Stored data entries:
════

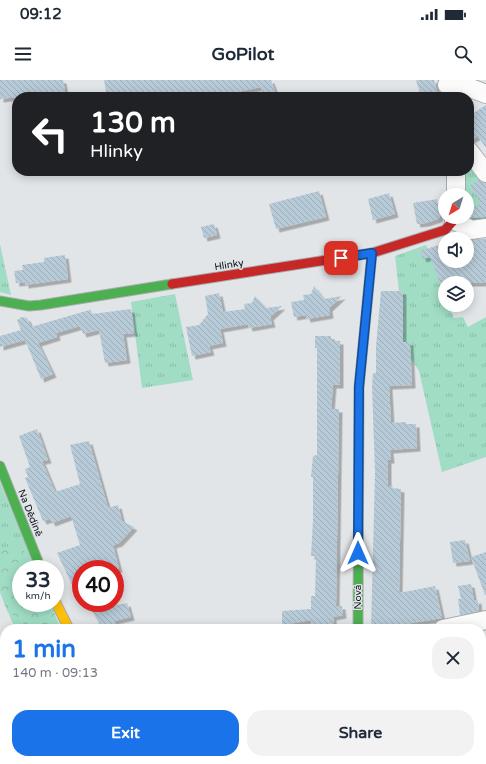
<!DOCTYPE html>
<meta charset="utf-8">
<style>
:root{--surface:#fff;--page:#f2f2f3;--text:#1f2937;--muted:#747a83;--accent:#1a73e8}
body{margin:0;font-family:"Varela Round",sans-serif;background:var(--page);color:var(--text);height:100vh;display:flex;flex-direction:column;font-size:15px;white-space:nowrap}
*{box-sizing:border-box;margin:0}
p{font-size:13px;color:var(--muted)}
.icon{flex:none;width:22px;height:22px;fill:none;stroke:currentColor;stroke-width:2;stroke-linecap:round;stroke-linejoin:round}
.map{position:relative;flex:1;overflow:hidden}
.panel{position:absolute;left:0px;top:544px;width:486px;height:140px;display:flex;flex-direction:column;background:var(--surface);border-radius:16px 16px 0 0;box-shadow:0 2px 10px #0003}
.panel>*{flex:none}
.hud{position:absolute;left:12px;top:12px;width:462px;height:84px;border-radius:16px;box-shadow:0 2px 10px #0003;background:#202124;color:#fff;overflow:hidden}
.needle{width:26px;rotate:218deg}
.controls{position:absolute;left:438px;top:108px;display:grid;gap:8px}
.controls a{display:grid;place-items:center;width:36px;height:36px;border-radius:50%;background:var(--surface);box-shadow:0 2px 10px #0003;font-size:20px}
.speed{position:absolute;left:12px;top:480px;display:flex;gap:8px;font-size:20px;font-weight:700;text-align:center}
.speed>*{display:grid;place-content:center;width:52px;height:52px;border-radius:50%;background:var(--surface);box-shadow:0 2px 10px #0003;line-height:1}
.speed small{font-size:10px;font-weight:400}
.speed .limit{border:6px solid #d22;background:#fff;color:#111}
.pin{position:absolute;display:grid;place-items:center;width:34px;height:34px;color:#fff;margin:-17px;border-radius:8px;box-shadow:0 2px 6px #0006}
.me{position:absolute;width:44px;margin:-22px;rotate:0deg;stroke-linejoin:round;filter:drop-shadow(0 0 3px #0008)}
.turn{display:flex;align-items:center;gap:14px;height:84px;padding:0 12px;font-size:18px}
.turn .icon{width:52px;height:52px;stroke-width:2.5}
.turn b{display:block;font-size:28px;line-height:34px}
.round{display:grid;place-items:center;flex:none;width:42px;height:42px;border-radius:16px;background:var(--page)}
.overview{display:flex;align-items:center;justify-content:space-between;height:68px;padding:0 12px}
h1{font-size:24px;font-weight:700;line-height:30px;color:var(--accent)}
.action{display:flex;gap:8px;margin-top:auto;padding:8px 12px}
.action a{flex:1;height:46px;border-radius:16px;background:var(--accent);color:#fff;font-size:16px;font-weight:700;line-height:46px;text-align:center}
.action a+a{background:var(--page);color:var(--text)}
.status{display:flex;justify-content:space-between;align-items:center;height:28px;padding:0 20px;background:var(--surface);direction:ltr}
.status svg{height:11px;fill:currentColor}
header{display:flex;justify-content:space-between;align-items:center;height:52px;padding:0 12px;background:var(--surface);font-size:18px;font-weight:700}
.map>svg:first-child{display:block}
.grass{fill:url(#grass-tufts)}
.forest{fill:url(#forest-crowns)}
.building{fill:url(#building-back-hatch);filter:url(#shadow)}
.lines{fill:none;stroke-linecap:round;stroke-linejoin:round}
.street-casing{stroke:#a9acae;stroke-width:20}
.fast-casing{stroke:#a9acae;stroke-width:11}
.slow-casing{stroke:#a9acae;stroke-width:11}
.jam-casing{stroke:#a9acae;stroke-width:11}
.street{stroke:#fbfbfc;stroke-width:18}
.fast{stroke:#4caf50;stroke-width:9}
.slow{stroke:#ffc107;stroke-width:9}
.jam{stroke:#c62828;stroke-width:9}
.route-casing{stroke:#114b97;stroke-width:10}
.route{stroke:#1a73e8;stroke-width:7}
.labels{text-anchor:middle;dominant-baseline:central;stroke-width:3;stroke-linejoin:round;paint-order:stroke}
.street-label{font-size:10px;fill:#0f1112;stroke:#e0e5ea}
</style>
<div class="status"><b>09:12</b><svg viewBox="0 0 49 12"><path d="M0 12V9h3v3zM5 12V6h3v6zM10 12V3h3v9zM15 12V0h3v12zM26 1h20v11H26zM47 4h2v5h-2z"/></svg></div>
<header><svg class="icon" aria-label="menu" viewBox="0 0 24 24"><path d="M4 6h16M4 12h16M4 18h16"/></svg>GoPilot<svg class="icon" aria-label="search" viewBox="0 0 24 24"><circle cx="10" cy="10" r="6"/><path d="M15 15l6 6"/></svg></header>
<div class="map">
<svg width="486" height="684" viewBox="0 0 486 684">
<defs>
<pattern id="grass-tufts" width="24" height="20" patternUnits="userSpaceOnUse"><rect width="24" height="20" fill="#a0ddc4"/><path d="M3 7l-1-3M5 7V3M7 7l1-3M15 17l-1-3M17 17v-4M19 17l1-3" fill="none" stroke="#89bda7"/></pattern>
<pattern id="forest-crowns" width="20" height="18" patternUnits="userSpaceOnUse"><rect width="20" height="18" fill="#a0ddc4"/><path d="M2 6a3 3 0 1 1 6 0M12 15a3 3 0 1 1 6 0" fill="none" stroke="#89bda7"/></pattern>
<pattern id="building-back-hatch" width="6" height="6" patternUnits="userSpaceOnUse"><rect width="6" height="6" fill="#b7cad7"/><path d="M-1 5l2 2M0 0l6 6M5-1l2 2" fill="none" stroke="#9cacb8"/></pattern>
<filter id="shadow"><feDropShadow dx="3.5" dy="3.5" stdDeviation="0" flood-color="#0004"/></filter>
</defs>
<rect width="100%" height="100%" fill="#e2e5e8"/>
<g class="grass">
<polygon points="469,82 486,101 486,140 477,145 461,137 467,137 467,115 460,115 460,91 469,91"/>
<polygon points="0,164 11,215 0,212"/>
<polygon points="426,165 445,215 445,225 449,225 454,238 463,237 468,247 486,237 486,377 442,392 419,291 410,277 410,262 403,262 403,211 399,211 395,176"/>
<polygon points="175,214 193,300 142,308 131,222"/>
<polygon points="0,402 36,489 21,489 21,523 61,549 15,549 0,512"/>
<polygon points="47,679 124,679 127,684 49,684"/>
</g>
<polygon class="forest" points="12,465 20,465 36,489 21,489 21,523 50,523 61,549 31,549 7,531 0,512 0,470"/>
<g class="building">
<polygon points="0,0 63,0 66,17 16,17 0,19"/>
<polygon points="104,0 271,0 276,14 264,17 261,7 214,17 107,17"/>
<polygon points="416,0 434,0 438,17 421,17"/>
<polygon points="486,25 486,68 478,56 469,61 469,36"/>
<polygon points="479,100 486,103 486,137 472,138 467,135 467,130 481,124 470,105"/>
<polygon points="319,111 326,137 276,149 269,124"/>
<polygon points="389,113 395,134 373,140 368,119"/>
<polygon points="437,119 440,137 438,139 426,143 417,144 413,123"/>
<polygon points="214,144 217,155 204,158 201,147"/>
<polygon points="467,159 486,159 486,203 440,203 430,177 423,179 420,171 445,163 445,181 467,181"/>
<polygon points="65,175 68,199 25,205 25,202 16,203 14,191 23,190 22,185 44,182 44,178"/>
<polygon points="314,206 324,219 342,216 329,228 330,235 307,239 306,235 294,237 291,222 304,220 303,215 311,214"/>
<polygon points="381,211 403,211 403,262 410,262 412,305 389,306 391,343 406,342 406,344 416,344 417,368 390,370 391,380 388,380 388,406 393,406 392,408 401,409 399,513 435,506 442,538 382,548 371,548 375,393 372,306 373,293 376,293 376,266"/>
<polygon points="219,213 223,232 245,229 244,224 252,223 255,216 266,228 282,226 270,237 272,244 249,248 248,244 220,249 223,263 209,266 211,272 192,276 186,247 199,245 208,234 205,216"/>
<polygon points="131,229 134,253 123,254 127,280 105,283 99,250 83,254 80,246 56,253 57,257 38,263 53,294 41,299 25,260 0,267 0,256 21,250 17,240 22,237 27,238 31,247 86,231 91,230 92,234"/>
<polygon points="315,256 331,256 332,261 340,261 340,305 333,305 331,329 339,329 336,526 342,526 343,535 333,537 334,549 312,549 311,540 282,545 282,531 311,529 311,516 315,516 316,476 311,476 313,439 313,397 311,397 313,376 317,375 317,268 315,268"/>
<polygon points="37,349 48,380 42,381 55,412 80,404 70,365 89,361 108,428 118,425 122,441 134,447 119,463 113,465 119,489 81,489 81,524 57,473 80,465 71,436 52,443 50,439 43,441 25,398 28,397 25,389 30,387 19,356"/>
<polygon points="465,460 470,481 453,483 450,462"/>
<polygon points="486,472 486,515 485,515 471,477"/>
<polygon points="471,504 474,521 478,520 479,531 460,535 458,519 461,519 458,506"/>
<polygon points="88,523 106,523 108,527 127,523 131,537 114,541 118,549 102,549"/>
</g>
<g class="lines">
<defs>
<g id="street">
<polyline points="447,5 463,5 486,14"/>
<polyline points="469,71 486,93"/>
<polyline points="456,91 456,115"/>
<polyline points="454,137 454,140 471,150 486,148"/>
<polyline points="443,549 486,540"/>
<polyline points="345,684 346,679"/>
</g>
<g id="fast">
<polyline points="0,221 29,226 41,225 172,204"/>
<polyline points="0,386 41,489"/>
<polyline points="358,549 359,307 372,173"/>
<polyline points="134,679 136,684"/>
</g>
<polyline id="slow" points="55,521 69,549"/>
<polyline id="jam" points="172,204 372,173 445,150 454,140"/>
</defs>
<use href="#street" class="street-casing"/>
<use href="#fast" class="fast-casing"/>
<use href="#slow" class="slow-casing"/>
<use href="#jam" class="jam-casing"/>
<use href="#street" class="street"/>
<use href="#fast" class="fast"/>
<use href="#slow" class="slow"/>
<use href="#jam" class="jam"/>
</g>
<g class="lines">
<defs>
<polyline id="route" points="341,178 372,173 359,307 358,473"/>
</defs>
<use href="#route" class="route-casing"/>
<use href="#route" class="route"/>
</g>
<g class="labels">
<g class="street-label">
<text transform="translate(229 185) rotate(-9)">Hlinky</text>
<text transform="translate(30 433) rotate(68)">Na Dědině</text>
<text transform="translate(358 517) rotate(-90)">Nová</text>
</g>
</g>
</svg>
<div class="controls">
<a><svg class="needle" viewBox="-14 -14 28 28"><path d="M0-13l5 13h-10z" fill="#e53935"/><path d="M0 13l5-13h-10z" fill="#747a83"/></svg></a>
<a><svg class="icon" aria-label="sound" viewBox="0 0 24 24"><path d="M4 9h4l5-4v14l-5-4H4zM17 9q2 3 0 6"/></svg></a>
<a><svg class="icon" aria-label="layers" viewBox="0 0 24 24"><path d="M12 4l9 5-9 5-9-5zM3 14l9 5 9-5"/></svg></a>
</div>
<div class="speed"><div>33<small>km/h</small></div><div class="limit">40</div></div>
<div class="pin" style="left:341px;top:178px;background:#d93025"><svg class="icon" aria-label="arrive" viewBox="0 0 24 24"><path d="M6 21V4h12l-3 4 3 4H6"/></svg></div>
<svg class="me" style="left:358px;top:473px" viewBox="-20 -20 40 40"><path d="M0-17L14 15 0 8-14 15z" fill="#1a73e8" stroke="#fff" stroke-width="4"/></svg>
<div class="hud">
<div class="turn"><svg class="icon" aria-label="left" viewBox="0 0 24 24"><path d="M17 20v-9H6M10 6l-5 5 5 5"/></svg><div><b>130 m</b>Hlinky</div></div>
</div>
<section class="panel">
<div class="overview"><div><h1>1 min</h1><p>140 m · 09:13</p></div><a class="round"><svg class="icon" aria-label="close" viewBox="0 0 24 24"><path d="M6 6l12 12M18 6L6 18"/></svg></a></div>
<div class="action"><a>Exit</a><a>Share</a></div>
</section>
</div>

════

• **What you need to do**:
Check each line of the entries for the string "linecap". Copy the lines that have it.

• **Final answer**:
.icon{flex:none;width:22px;height:22px;fill:none;stroke:currentColor;stroke-width:2;stroke-linecap:round;stroke-linejoin:round}
.lines{fill:none;stroke-linecap:round;stroke-linejoin:round}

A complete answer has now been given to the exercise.